Symptomatisch: Erst sieht man das Gesicht des Autos, dann den Schauspieler Ethan Hawke. Äußerliches und Blechschäden, daran hält sich dieser Actionfilm in seinen öden Schleifen durch Bulgariens Hauptstadt Sofia. Langeweile auf vier Rädern und zu vielen Drehbuchseiten bringt die Idee, dass dem ehemaligen Rennfahrer Brent Magna die Frau entführt wird, damit er am Steuer einen Proll-Autos für Unfälle und Chaos sorgt. Die Anweisungen eines Unbekannten (Jon Voight) erreichen ihn über Handy, kontrolliert wird er von vielen Kameras am Auto, die eine hektische Schnittfrequenz noch erhöhen. Diese extrem simplifizierte „Driver"- oder „Transporter"-Idee lässt die Marionette am Steuer während einer Nacht mehrere Aufgaben erfüllen. Dass der Unbekannte möglichst viele Straßen Sofias blockieren will, wird dem Zuschauer viel früher als dem Fahrer klar, der derweil noch ein paar Runden Pac-Man im Stadtplan spielt. Irgendwann kommt eine ziemlich unglaubliche Beifahrerin (Selena Gomez) hinzu, aber auch etwas mehr Gehirn auf Beifahrer-Sitz ändert nichts an den Wiederholungen von Vollgas-Leerlauf im Wettrennen mit unzähligen Polizei-Autos, die zum Verschrotten freigegeben sind. Dieser ganz normale Autofahrer-Alltag in der Stadt ist im Vergleich zu etwa „72 Stunden" so kraftvoll wie ein 2-Takt-Mofamotor. Inflationäre Billig-Crashs machen höchstens „Alarm für Cobra 11" Konkurrenz, die Scherze sind ähnlich lahm bei dieser filmischen Umweltverschmutzung.
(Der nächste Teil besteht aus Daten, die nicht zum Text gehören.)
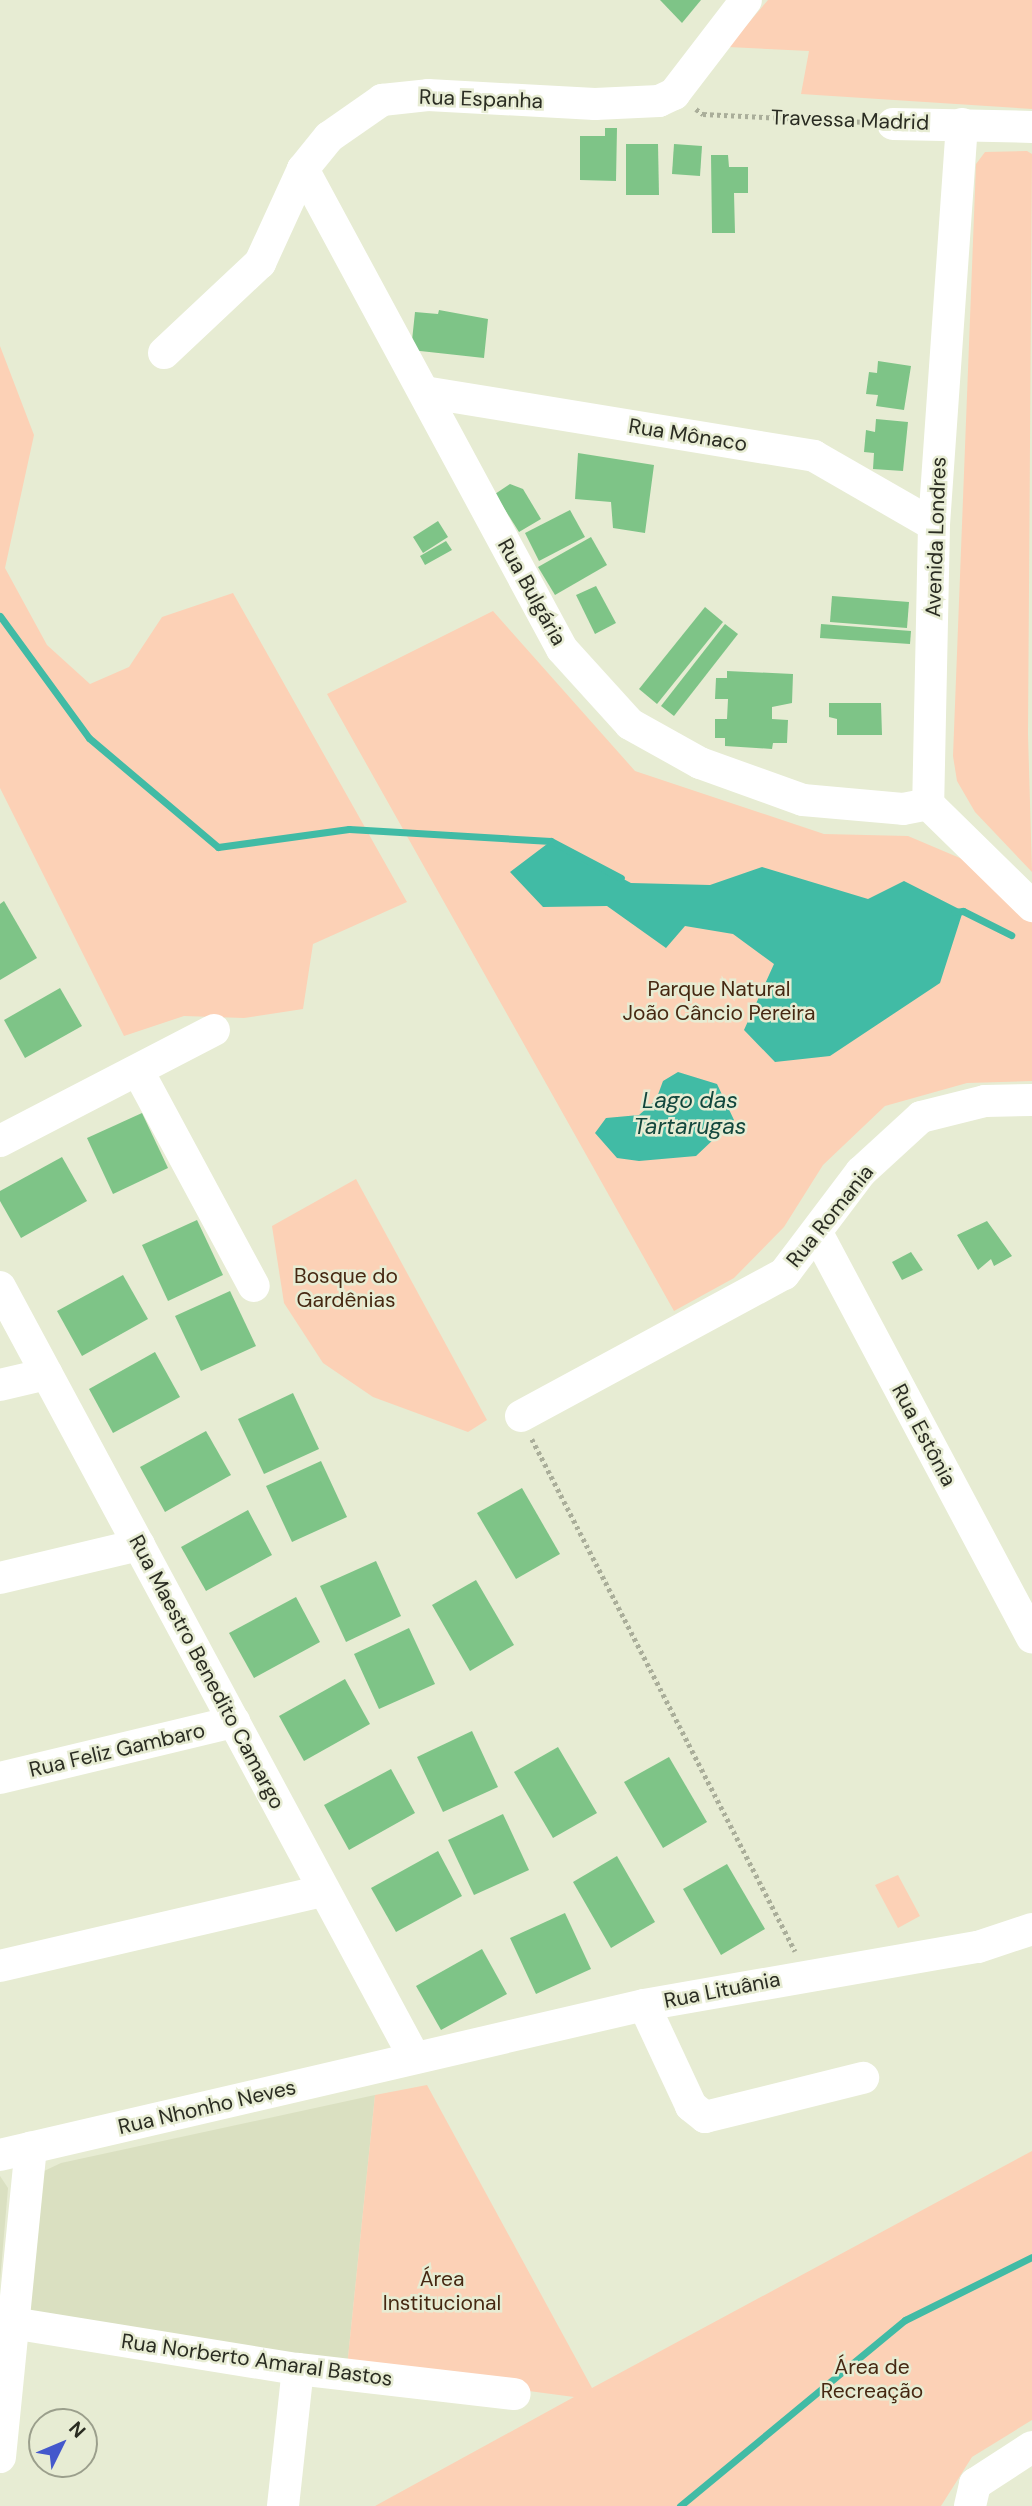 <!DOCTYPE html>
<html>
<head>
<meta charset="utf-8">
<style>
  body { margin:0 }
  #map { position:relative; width:1032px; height:2506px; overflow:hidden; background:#e7ecd3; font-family:"DM Sans",sans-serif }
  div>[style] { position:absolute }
  .built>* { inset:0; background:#dae0c1 }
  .green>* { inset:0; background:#fcd1b6 }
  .water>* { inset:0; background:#41bba5 }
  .stream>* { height:7px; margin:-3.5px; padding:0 3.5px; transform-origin:3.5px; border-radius:3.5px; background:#41bba5 }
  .building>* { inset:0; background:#7ec487 }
  .path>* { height:4.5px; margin-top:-2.25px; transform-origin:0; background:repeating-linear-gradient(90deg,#aaae9a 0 3.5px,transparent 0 7px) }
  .minor>* { height:32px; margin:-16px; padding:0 16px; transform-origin:16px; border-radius:16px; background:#fff }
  span { translate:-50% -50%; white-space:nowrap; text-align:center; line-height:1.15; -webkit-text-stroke:5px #e7ecd3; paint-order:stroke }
  .street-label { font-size:21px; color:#2a2c22 }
  .park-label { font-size:21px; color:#462812 }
  .water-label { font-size:23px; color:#12473d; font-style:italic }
  .north { position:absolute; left:28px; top:2408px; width:70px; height:70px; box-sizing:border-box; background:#e7ecd3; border:2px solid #9b9f8c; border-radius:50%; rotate:47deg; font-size:19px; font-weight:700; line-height:28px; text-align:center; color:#2a2c22 }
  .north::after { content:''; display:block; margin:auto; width:24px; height:32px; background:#4458cc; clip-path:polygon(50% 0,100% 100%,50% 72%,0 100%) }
</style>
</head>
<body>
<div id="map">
  <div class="built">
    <div style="clip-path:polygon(375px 2095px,347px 2367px,30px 2311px,44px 2171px,61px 2163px)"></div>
    <div style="clip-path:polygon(0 2176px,8px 2188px,0 2281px)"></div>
  </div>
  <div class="green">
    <div style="clip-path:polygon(768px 0,1032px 0,1032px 109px,801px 94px,809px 51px,728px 47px)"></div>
    <div style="clip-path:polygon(1027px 151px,1032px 154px,1028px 734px,1032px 872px,975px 812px,957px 781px,953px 756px,976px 164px,985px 152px)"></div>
    <div style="clip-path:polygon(0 346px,34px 435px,5px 568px,47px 645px,90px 684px,129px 667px,162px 617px,233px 593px,407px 902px,313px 944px,303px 1009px,244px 1018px,184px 1016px,124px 1036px,0 788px)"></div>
    <div style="clip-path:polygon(493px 611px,635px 771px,824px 834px,908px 836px,967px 861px,1032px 920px,1032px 1081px,967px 1083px,885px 1106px,823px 1165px,784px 1227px,734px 1278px,674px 1311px,327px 694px)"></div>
    <div style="clip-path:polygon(356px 1179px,487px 1420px,468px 1432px,373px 1397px,323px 1363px,284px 1303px,272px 1226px)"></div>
    <div style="clip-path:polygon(898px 1875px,920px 1916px,898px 1928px,875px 1885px)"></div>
    <div style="clip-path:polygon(427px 2085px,592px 2388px,1032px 2151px,1032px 2420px,972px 2457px,941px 2506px,375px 2506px,574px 2397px,347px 2367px,375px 2095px)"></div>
  </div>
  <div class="water">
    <div style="clip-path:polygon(551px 841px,631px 883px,710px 885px,762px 867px,868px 899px,904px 881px,963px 911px,940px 983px,830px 1056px,775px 1062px,744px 1030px,774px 964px,733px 934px,685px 926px,666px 948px,607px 906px,543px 907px,510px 872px)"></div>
    <div style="clip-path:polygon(678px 1072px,717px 1084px,734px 1120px,696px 1156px,639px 1161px,617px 1158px,595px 1133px,606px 1118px,639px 1115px,656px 1100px,663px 1081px)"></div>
  </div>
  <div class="stream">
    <div style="left:0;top:616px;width:151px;rotate:53.9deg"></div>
    <div style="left:89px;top:738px;width:169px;rotate:40.2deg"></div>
    <div style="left:218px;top:847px;width:132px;rotate:-7.8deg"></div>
    <div style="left:349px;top:829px;width:202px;rotate:3.4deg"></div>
    <div style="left:551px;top:841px;width:79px;rotate:27.9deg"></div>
    <div style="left:954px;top:912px;width:9px;rotate:-6deg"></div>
    <div style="left:963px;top:911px;width:54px;rotate:26.6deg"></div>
    <div style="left:680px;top:2506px;width:292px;rotate:-39.6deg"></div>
    <div style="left:905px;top:2320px;width:142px;rotate:-26.4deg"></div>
  </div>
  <div class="building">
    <div style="clip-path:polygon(660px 0,701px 0,682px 23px)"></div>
    <div style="clip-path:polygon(605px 128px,617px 128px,616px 181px,580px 180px,580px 136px,605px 136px)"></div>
    <div style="clip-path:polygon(626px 144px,658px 144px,659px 195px,626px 195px)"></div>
    <div style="clip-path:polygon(674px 144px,702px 146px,700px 176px,672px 174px)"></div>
    <div style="clip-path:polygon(711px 155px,728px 155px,729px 167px,748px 167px,748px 193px,734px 193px,735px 233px,712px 233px)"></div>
    <div style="clip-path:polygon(439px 310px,488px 319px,484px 358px,411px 350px,415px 312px,438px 314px)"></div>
    <div style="clip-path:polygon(878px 361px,911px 366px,904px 410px,876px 406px,878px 395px,866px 394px,869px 372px,877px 373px)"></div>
    <div style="clip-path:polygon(876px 419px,908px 422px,903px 471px,873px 469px,874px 453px,864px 452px,866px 430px,875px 432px)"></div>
    <div style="clip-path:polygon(578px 453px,654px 465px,645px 533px,613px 528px,611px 502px,575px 499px)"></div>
    <div style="clip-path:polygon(510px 484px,523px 489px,541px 519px,519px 532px,495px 494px)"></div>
    <div style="clip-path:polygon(570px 510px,585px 537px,539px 561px,525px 533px)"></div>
    <div style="clip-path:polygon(438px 521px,448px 537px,423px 553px,413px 537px)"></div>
    <div style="clip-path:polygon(591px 537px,607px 565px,555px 595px,538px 567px)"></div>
    <div style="clip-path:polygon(446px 541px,452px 550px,425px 565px,420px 556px)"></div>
    <div style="clip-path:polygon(596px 586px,616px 623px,595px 634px,576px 595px)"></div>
    <div style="clip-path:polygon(832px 596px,909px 602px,907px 628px,830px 622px)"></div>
    <div style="clip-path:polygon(705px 607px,723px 622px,657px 704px,639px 689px)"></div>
    <div style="clip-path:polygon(725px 624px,738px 634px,674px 716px,661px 706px)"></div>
    <div style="clip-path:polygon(821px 624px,911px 631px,910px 644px,820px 638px)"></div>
    <div style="clip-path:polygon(727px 671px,793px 674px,792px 703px,772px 707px,772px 719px,788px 720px,787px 743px,773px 743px,772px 749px,725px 746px,725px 738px,715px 738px,715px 719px,727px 719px,728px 699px,715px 699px,716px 678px,727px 678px)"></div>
    <div style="clip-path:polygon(829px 703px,881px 703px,882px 735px,837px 735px,837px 719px,829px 717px)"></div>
    <div style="clip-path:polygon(4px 901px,37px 958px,0 980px,0 904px)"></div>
    <div style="clip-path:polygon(60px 988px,82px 1026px,25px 1058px,4px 1020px)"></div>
    <div style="clip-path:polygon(142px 1113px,168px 1168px,113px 1194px,87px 1138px)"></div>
    <div style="clip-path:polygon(62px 1157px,87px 1201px,21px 1238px,0 1201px,0 1191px)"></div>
    <div style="clip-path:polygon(197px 1220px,223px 1275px,168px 1301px,142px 1245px)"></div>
    <div style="clip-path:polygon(987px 1221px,1012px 1256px,994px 1266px,991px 1259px,978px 1270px,957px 1235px)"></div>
    <div style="clip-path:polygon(911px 1252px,923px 1270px,902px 1280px,892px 1262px)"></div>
    <div style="clip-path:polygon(123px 1275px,148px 1319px,82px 1356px,57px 1311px)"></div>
    <div style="clip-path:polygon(230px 1291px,256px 1346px,201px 1371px,175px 1316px)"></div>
    <div style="clip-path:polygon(155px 1352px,180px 1397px,113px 1433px,89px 1389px)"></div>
    <div style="clip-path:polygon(293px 1393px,319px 1449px,264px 1474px,238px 1419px)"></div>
    <div style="clip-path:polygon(206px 1431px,231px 1475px,165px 1512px,140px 1467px)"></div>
    <div style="clip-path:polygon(321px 1461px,347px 1517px,292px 1542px,266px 1486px)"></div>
    <div style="clip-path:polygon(522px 1488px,560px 1554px,516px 1579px,477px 1513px)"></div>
    <div style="clip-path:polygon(248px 1510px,272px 1555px,206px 1591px,181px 1547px)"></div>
    <div style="clip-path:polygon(376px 1561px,401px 1616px,346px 1642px,320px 1586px)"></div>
    <div style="clip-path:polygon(476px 1580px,514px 1645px,470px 1671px,432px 1605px)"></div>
    <div style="clip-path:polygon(296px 1597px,320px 1642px,254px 1678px,229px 1633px)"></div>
    <div style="clip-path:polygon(409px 1628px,435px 1684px,379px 1709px,354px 1654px)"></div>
    <div style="clip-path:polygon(345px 1679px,370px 1724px,304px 1761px,279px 1716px)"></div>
    <div style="clip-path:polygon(472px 1731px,498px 1787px,443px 1812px,417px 1757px)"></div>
    <div style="clip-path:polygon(558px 1747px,597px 1813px,553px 1838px,514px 1772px)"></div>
    <div style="clip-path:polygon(669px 1757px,707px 1822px,663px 1848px,624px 1782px)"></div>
    <div style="clip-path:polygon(391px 1769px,415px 1813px,349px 1850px,324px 1805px)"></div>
    <div style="clip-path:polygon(503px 1814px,529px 1870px,474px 1895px,448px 1840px)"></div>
    <div style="clip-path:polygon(438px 1851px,462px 1896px,396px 1932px,371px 1888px)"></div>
    <div style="clip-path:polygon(617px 1856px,655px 1922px,611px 1948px,573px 1882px)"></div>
    <div style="clip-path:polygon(727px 1864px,765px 1929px,721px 1955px,683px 1889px)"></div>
    <div style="clip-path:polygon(565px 1913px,591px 1969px,536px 1994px,510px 1938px)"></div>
    <div style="clip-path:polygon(482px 1949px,507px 1994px,441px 2030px,416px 1986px)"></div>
  </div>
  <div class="path">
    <div style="left:696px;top:109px;width:9px;rotate:36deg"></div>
    <div style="left:703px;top:114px;width:164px;rotate:2.8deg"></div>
    <div style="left:532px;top:1439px;width:576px;rotate:62.81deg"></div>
  </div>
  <div class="minor">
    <div style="left:893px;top:124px;width:139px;rotate:1.2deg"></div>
    <div style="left:962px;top:124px;width:402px;rotate:94deg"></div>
    <div style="left:934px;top:525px;width:279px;rotate:91.2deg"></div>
    <div style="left:928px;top:804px;width:146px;rotate:44.4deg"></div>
    <div style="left:303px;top:169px;width:545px;rotate:61.65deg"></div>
    <div style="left:562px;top:649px;width:101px;rotate:47.8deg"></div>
    <div style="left:630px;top:724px;width:80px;rotate:29.1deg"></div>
    <div style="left:700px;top:763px;width:109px;rotate:19.8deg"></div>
    <div style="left:803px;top:800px;width:100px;rotate:5.1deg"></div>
    <div style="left:903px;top:809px;width:25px;rotate:-11deg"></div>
    <div style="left:164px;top:353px;width:132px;rotate:-43.2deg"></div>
    <div style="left:260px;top:263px;width:103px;rotate:-65.4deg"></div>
    <div style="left:303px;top:169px;width:41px;rotate:-50.9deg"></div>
    <div style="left:329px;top:137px;width:65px;rotate:-34.9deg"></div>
    <div style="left:382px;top:100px;width:46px;rotate:-6.2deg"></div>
    <div style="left:428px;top:95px;width:167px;rotate:3.1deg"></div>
    <div style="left:595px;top:104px;width:64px;rotate:-2.7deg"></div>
    <div style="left:659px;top:101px;width:17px;rotate:-25deg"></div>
    <div style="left:674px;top:94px;width:118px;rotate:-52.5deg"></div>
    <div style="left:424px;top:392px;width:395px;rotate:9.3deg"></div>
    <div style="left:814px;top:456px;width:138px;rotate:29.9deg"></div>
    <div style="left:138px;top:1071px;width:244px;rotate:61.7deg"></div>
    <div style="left:0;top:1141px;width:241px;rotate:-27.4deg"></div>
    <div style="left:817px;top:1233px;width:458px;rotate:62deg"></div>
    <div style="left:0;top:1287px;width:874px;rotate:61.73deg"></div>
    <div style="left:0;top:1385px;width:48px;rotate:-13.2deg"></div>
    <div style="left:521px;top:1416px;width:299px;rotate:-28.4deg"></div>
    <div style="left:784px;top:1274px;width:128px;rotate:-53deg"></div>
    <div style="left:861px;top:1172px;width:81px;rotate:-42.5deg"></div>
    <div style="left:921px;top:1117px;width:66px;rotate:-14deg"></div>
    <div style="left:985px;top:1101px;width:47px;rotate:-1.2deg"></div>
    <div style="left:0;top:1578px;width:143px;rotate:-13.4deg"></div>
    <div style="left:0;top:1778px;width:241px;rotate:-13.5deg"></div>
    <div style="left:0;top:1966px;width:331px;rotate:-13.1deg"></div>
    <div style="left:644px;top:2005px;width:111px;rotate:65deg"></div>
    <div style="left:691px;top:2106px;width:18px;rotate:38deg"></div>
    <div style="left:705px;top:2117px;width:163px;rotate:-13.9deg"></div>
    <div style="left:0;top:2155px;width:661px;rotate:-13.11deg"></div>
    <div style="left:644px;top:2005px;width:339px;rotate:-9.9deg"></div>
    <div style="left:978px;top:1947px;width:57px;rotate:-18.4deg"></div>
    <div style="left:0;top:2321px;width:302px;rotate:9.2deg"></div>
    <div style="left:298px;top:2369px;width:218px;rotate:6.6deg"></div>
    <div style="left:0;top:2457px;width:311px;rotate:-84.3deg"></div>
    <div style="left:283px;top:2506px;width:138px;rotate:-83.8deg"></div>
    <div style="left:970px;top:2506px;width:23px;rotate:-77deg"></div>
    <div style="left:975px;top:2484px;width:68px;rotate:-33deg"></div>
  </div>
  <div class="street-label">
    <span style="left:481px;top:99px;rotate:2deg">Rua Espanha</span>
    <span style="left:850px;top:120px;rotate:2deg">Travessa Madrid</span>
    <span style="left:688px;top:435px;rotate:9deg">Rua Mônaco</span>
    <span style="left:936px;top:537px;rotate:-88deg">Avenida Londres</span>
    <span style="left:532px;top:592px;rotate:61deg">Rua Bulgária</span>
    <span style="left:830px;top:1216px;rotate:-51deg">Rua Romania</span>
    <span style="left:924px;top:1435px;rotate:62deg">Rua Estônia</span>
    <span style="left:207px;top:1672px;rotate:62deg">Rua Maestro Benedito Camargo</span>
    <span style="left:117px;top:1750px;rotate:-13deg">Rua Feliz Gambaro</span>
    <span style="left:722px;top:1990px;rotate:-11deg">Rua Lituânia</span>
    <span style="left:207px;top:2107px;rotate:-13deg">Rua Nhonho Neves</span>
    <span style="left:257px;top:2360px;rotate:8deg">Rua Norberto Amaral Bastos</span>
  </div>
  <div class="park-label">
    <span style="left:719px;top:1001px">Parque Natural<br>João Câncio Pereira</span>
    <span style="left:346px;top:1288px">Bosque do<br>Gardênias</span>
    <span style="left:442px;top:2291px">Área<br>Institucional</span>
    <span style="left:872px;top:2379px">Área de<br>Recreação</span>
  </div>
  <div class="water-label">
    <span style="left:690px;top:1113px">Lago das<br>Tartarugas</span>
  </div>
  <div class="north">N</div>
</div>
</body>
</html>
Aschenbrödel und der gestiefelte Kater

BRD 2013 Regie: Torsten Künstler mit Ezra Finzi, Carsta Zimmermann, Ina Gercke, Torsten Schnier, Claudia Graue, Roger Jahnke 60 Min. FSK: o.A.

Mitmachkino für Kinder ist die große Entdeckung des im wahrsten Sinne des Wortes bewegenden Films „Aschenbrödel und der gestiefelte Kater". Aber auch der Spaß, Märchen der Brüder Grimm sehr flott, modern und toll umgesetzt zu sehen, macht diesen kurzen Film zu einem Kino-Muss für junge Familien.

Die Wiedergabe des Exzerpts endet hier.